RECORDS TO USE
Start of Block

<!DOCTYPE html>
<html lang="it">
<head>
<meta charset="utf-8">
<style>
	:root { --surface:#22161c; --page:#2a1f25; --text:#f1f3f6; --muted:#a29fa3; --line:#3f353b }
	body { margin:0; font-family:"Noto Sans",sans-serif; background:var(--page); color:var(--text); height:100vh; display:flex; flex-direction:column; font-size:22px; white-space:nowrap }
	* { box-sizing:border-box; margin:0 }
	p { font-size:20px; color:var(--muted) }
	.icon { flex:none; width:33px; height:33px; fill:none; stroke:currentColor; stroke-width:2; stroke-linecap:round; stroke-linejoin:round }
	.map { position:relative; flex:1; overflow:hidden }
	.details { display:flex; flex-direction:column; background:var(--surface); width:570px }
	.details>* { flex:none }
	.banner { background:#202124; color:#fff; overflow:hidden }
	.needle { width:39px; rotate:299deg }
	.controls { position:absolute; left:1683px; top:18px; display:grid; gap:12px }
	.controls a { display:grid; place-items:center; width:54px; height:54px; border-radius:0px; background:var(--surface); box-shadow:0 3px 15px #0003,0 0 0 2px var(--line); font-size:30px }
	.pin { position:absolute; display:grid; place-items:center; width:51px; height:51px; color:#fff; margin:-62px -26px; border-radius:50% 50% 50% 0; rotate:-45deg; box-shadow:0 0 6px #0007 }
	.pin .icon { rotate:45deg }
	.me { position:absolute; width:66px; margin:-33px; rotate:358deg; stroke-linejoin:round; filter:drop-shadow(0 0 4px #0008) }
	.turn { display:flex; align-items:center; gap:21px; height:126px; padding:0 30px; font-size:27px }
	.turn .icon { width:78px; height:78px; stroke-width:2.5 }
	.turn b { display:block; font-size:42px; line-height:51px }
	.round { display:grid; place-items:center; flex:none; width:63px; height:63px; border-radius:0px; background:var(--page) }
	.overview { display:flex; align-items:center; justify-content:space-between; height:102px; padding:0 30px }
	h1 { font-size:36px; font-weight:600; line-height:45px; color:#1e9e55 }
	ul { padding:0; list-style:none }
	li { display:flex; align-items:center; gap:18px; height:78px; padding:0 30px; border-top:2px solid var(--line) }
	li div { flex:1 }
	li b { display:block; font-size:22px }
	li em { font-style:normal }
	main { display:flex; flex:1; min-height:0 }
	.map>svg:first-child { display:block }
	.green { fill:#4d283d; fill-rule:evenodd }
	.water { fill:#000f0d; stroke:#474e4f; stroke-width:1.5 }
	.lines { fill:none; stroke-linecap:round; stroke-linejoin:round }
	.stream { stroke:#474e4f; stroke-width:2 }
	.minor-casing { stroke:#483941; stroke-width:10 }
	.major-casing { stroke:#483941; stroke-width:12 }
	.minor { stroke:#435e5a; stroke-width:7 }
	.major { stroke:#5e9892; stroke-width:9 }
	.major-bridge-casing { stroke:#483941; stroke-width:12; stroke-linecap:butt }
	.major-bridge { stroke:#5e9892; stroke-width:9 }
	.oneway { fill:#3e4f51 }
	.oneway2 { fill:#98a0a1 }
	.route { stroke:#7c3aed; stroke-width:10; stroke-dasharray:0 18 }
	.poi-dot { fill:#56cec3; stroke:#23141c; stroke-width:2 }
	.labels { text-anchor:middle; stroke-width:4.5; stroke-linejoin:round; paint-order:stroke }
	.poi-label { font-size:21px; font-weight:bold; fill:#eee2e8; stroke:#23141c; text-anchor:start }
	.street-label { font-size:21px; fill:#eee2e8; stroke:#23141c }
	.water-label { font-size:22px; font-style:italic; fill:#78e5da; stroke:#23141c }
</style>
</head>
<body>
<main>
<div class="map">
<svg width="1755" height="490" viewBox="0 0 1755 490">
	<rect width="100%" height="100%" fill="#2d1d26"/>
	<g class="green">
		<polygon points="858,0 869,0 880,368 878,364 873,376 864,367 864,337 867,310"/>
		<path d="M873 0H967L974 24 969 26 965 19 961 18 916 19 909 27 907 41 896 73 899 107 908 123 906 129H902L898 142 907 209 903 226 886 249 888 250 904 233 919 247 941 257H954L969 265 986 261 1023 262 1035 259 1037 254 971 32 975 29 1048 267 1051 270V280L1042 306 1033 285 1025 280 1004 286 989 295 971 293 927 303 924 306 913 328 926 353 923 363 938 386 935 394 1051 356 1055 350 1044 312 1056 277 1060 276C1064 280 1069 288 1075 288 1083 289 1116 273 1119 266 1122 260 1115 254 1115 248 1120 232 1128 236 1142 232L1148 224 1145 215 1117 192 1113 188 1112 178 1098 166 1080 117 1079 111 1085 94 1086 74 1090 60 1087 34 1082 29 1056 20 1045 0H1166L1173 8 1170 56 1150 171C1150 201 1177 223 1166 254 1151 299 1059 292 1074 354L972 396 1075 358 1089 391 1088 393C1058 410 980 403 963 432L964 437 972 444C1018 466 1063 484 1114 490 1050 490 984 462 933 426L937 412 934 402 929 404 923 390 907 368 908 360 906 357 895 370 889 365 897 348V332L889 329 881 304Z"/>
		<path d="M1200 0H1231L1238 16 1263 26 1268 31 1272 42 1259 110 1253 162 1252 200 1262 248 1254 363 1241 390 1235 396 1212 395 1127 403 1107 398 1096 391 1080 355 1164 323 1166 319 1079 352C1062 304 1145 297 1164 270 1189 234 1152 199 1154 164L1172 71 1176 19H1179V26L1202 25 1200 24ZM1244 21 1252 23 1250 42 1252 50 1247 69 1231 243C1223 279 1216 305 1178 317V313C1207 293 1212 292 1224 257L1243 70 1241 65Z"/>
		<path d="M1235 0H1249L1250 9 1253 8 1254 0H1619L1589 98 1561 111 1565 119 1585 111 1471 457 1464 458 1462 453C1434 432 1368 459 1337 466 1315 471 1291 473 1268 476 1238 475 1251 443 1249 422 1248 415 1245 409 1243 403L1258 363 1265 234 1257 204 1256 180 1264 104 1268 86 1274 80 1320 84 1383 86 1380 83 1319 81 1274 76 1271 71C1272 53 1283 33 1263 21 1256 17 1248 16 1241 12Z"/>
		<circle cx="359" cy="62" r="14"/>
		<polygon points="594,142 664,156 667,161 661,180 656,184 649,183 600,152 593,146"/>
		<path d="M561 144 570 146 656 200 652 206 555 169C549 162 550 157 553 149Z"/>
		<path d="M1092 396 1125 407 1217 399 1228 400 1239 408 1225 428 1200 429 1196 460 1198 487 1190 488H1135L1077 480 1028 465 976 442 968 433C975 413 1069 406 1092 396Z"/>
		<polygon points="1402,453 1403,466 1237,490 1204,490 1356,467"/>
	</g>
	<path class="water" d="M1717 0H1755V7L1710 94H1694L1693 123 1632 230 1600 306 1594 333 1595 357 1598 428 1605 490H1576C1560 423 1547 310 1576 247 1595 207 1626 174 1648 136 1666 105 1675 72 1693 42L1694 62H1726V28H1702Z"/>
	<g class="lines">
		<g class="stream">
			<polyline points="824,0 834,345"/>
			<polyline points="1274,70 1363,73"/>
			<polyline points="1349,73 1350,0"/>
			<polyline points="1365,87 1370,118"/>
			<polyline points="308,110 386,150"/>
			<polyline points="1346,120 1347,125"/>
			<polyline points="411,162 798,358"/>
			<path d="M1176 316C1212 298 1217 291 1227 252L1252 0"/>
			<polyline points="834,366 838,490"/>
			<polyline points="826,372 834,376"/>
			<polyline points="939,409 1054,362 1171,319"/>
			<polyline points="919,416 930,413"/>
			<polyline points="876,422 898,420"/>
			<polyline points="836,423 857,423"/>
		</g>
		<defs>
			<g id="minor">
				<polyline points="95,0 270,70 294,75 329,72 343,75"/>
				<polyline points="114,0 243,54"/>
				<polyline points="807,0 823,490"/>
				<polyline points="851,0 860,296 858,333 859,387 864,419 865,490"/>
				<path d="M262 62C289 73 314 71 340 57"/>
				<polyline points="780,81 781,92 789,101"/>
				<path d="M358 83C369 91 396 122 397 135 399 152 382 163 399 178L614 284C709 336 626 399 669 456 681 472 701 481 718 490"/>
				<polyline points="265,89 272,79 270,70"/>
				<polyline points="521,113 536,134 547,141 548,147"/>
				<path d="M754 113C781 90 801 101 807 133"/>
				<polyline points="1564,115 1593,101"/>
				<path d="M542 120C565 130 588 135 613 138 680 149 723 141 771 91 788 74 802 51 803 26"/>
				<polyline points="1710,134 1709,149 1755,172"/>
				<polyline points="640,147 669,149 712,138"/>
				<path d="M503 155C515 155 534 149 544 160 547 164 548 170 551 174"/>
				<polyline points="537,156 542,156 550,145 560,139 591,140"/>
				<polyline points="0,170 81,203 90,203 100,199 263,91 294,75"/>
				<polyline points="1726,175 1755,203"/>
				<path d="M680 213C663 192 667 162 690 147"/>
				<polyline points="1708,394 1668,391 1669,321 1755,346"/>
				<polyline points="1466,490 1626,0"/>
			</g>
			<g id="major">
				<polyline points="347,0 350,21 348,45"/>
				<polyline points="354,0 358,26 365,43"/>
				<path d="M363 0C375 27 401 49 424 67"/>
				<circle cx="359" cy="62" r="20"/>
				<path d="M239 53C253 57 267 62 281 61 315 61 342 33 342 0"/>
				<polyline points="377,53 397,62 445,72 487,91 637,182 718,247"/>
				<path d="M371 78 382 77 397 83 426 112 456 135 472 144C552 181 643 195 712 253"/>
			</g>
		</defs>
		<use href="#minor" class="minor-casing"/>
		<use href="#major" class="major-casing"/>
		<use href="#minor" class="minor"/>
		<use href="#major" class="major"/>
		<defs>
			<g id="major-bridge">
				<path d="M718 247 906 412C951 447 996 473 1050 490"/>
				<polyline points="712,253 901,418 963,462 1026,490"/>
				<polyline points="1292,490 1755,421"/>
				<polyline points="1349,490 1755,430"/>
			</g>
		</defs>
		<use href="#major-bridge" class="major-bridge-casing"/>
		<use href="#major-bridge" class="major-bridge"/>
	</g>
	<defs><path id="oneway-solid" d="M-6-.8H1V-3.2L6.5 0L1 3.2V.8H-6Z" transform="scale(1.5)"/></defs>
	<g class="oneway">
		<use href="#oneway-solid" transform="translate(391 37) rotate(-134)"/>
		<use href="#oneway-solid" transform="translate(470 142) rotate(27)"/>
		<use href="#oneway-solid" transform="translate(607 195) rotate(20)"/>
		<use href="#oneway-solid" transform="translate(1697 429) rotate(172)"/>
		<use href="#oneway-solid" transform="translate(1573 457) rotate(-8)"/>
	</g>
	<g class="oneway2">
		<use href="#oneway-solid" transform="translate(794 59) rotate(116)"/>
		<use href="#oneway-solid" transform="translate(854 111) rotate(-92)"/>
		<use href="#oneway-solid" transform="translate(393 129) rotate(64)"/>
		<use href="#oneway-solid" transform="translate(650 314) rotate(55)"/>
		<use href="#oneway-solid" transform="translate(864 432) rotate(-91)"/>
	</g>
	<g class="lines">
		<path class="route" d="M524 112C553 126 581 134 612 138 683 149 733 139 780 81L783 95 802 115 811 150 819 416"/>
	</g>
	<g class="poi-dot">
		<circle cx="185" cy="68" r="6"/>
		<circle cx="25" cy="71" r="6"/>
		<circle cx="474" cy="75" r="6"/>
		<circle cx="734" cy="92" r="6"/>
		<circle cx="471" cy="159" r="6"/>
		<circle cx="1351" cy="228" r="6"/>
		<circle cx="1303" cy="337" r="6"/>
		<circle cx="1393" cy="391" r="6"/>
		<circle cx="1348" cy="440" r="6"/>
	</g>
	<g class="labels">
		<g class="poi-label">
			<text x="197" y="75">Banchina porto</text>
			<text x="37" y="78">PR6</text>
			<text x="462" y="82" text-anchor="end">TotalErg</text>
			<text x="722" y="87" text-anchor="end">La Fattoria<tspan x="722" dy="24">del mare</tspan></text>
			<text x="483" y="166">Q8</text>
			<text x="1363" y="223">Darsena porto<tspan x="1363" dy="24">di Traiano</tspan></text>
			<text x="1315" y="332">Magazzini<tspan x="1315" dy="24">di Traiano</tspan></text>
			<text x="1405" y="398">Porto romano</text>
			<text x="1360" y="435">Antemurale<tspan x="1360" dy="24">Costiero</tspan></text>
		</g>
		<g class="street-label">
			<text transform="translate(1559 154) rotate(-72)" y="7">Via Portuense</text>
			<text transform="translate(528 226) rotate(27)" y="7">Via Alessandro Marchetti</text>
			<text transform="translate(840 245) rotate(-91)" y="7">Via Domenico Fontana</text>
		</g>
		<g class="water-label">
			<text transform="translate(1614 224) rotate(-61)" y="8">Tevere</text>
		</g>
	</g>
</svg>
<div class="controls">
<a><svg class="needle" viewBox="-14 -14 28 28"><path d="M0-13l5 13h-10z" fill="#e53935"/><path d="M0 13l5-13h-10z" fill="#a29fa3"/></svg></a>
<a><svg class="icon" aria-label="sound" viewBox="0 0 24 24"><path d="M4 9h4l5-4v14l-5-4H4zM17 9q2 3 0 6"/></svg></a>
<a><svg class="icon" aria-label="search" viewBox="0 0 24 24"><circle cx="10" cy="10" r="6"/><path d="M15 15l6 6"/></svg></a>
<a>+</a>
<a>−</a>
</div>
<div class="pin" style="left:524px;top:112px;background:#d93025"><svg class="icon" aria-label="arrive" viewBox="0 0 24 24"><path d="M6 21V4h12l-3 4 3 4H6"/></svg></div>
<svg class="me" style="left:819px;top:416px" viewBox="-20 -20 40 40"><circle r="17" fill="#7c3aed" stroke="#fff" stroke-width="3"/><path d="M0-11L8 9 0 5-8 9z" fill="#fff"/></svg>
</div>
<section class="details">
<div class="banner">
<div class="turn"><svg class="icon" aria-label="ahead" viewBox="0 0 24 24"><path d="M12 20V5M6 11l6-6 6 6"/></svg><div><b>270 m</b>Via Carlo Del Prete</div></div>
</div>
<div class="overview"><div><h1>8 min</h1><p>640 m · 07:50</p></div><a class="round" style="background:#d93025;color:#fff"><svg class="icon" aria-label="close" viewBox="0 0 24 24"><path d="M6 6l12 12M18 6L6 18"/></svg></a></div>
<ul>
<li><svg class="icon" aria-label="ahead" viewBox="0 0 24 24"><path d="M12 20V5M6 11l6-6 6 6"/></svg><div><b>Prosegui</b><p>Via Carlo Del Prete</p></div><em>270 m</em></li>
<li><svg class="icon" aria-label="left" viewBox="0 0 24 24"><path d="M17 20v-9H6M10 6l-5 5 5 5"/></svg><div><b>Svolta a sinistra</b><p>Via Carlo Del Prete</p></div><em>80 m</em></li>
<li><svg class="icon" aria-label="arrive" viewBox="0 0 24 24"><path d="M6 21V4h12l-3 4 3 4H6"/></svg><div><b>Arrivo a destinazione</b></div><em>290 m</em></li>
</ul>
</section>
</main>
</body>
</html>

End of Block
Start of Block

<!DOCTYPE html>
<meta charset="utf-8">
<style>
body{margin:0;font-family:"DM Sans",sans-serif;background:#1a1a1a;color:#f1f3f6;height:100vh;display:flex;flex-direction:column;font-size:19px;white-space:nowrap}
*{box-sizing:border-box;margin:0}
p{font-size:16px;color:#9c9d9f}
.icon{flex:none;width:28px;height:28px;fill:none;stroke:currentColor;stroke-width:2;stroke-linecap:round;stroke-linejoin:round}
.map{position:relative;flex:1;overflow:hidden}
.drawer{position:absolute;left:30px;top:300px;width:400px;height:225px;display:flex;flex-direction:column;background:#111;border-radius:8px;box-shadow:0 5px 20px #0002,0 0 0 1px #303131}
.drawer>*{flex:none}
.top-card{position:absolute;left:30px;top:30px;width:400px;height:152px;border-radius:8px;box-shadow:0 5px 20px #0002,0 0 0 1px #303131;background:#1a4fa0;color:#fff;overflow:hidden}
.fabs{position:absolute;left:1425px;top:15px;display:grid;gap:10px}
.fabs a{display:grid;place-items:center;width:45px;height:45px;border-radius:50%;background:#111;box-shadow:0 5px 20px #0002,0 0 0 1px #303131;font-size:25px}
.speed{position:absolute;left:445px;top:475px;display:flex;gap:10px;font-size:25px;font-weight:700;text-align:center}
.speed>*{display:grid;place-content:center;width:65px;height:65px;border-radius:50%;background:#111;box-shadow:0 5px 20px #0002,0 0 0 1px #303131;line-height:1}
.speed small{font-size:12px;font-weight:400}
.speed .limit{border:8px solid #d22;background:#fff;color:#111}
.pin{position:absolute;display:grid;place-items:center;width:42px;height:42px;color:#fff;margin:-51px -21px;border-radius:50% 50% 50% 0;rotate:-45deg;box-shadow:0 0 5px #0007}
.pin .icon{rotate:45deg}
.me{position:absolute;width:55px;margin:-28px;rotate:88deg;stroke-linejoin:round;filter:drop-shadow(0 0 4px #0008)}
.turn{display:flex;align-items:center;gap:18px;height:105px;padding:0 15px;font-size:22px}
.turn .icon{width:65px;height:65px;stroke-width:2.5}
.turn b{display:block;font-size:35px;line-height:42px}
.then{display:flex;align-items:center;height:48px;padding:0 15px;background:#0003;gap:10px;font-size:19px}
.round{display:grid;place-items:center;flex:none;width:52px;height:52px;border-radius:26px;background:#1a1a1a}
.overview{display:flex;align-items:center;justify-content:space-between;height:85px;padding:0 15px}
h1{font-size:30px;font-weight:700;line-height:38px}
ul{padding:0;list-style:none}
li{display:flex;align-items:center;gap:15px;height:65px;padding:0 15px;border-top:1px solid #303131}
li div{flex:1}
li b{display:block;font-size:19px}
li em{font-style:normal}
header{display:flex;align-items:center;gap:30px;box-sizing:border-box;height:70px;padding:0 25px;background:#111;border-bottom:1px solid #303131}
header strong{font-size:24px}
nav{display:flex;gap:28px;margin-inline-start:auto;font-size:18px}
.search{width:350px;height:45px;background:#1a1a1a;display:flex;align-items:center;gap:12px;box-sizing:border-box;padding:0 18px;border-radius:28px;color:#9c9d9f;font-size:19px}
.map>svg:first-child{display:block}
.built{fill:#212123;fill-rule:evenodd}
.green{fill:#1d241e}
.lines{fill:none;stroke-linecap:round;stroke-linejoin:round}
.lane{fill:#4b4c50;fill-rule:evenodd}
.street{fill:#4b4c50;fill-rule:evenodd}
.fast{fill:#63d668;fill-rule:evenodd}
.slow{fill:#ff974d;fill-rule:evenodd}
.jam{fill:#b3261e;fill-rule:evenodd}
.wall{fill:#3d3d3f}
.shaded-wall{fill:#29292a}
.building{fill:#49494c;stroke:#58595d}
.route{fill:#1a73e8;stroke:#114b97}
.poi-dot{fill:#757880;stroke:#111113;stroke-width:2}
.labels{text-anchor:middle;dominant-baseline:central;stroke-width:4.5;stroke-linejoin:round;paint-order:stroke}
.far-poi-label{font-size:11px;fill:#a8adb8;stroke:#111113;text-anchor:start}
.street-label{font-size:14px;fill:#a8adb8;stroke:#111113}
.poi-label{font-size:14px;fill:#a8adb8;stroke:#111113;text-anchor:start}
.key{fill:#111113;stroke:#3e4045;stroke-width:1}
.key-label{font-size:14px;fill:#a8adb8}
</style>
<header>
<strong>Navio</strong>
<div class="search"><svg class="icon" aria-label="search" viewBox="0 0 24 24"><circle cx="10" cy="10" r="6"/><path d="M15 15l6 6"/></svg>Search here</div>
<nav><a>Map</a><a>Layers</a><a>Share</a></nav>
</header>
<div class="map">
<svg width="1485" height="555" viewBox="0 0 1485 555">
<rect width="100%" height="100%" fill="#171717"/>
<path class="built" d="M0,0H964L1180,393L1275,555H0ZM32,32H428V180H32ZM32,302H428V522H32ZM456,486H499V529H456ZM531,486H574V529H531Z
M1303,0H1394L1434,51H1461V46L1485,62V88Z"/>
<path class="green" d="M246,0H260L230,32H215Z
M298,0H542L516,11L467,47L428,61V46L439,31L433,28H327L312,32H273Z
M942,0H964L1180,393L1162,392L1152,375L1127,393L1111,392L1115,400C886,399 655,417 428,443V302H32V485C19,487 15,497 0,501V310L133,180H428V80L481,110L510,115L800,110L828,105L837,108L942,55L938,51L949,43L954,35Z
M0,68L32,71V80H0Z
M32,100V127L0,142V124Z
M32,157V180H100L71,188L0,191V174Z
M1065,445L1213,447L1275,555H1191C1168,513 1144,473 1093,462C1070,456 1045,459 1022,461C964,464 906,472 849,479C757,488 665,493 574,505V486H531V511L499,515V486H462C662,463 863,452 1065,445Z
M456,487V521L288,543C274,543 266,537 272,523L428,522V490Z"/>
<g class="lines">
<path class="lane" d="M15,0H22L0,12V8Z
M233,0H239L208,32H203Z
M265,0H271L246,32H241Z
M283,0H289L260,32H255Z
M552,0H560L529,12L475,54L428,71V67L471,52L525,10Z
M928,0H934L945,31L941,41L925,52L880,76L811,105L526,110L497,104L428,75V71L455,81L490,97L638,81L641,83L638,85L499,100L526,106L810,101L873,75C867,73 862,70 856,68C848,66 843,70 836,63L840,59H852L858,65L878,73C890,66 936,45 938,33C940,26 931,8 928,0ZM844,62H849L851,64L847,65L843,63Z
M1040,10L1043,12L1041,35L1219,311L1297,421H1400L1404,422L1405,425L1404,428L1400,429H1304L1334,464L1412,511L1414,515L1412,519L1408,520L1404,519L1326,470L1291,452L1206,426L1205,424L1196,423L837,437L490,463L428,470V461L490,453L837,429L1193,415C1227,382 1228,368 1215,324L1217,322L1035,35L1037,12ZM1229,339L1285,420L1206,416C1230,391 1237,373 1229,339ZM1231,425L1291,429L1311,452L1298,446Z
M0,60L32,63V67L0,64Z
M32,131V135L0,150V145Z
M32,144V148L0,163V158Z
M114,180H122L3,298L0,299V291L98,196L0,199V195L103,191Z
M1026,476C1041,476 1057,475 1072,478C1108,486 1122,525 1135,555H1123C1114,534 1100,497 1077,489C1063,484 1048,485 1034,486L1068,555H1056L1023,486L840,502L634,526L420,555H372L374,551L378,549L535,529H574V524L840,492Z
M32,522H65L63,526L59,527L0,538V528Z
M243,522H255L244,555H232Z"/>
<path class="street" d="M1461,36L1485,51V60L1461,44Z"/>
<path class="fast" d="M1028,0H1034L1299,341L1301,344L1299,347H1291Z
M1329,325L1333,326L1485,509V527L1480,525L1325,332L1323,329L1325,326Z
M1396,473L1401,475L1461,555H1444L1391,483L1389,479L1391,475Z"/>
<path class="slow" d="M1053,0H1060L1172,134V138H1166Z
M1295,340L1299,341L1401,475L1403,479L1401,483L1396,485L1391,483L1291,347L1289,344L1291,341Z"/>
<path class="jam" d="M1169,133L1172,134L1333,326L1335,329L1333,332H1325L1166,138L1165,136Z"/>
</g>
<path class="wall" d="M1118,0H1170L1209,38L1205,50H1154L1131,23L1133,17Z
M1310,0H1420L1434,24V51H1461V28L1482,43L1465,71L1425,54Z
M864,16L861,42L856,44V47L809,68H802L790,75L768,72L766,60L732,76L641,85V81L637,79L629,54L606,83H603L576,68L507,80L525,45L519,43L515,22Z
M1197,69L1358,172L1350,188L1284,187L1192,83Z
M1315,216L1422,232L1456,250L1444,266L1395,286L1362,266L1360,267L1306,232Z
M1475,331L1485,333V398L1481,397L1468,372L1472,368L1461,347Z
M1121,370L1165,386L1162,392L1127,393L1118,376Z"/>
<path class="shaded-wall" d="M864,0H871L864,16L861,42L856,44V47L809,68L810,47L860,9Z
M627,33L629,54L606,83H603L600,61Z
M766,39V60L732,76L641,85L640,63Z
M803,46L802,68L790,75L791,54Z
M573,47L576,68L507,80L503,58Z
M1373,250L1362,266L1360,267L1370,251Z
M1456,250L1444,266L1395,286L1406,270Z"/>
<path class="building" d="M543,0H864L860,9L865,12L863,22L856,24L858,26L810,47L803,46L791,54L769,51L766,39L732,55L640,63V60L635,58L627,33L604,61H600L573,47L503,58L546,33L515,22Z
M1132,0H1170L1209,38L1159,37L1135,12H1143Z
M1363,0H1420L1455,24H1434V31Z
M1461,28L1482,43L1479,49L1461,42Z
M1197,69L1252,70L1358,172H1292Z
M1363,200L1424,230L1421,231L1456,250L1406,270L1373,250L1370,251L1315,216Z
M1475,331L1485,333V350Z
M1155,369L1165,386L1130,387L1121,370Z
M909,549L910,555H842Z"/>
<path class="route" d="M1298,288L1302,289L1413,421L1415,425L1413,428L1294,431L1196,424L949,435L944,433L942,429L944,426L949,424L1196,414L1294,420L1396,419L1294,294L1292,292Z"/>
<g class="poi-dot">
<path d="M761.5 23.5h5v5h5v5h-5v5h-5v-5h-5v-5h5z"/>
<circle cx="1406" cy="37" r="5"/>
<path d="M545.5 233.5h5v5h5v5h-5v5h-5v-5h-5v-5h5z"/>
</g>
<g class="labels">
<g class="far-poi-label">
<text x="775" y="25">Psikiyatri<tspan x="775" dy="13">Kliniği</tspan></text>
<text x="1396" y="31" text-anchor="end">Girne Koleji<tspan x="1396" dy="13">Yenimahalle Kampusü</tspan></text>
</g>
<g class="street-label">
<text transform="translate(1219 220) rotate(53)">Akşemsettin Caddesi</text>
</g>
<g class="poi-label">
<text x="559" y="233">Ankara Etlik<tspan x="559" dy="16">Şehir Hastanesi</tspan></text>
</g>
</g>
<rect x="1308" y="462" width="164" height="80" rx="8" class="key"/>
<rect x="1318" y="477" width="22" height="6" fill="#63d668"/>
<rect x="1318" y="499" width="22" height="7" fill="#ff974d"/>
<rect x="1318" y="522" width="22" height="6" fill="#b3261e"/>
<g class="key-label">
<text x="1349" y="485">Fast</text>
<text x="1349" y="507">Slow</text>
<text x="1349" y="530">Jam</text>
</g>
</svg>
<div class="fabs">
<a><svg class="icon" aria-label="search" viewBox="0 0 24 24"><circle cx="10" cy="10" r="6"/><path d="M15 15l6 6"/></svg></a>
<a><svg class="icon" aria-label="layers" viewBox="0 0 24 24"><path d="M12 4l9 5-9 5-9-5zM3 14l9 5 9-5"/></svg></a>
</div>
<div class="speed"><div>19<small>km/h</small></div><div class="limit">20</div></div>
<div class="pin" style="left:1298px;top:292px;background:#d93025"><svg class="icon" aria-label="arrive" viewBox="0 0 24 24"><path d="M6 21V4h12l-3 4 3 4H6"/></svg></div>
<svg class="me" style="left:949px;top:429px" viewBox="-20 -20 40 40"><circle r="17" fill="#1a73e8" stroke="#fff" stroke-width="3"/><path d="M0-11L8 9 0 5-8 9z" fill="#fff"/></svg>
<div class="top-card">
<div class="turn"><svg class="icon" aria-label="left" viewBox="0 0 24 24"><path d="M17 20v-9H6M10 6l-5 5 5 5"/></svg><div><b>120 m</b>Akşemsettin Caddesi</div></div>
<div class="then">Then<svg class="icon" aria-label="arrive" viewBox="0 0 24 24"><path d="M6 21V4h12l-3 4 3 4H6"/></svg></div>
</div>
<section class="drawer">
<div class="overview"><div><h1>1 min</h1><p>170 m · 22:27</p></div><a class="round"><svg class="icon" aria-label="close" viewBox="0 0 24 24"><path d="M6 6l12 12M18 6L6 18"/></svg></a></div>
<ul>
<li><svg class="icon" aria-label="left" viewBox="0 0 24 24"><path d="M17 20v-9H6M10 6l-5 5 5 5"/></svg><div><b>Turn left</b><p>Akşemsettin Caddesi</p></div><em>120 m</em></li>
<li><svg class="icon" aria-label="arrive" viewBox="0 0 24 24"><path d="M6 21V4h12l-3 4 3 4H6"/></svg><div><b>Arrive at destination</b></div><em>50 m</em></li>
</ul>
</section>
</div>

End of Block

TASK TO COMPLETE
Please count the lines in the records that hold the string "limit", and give the number alone.

TASK RESULT
2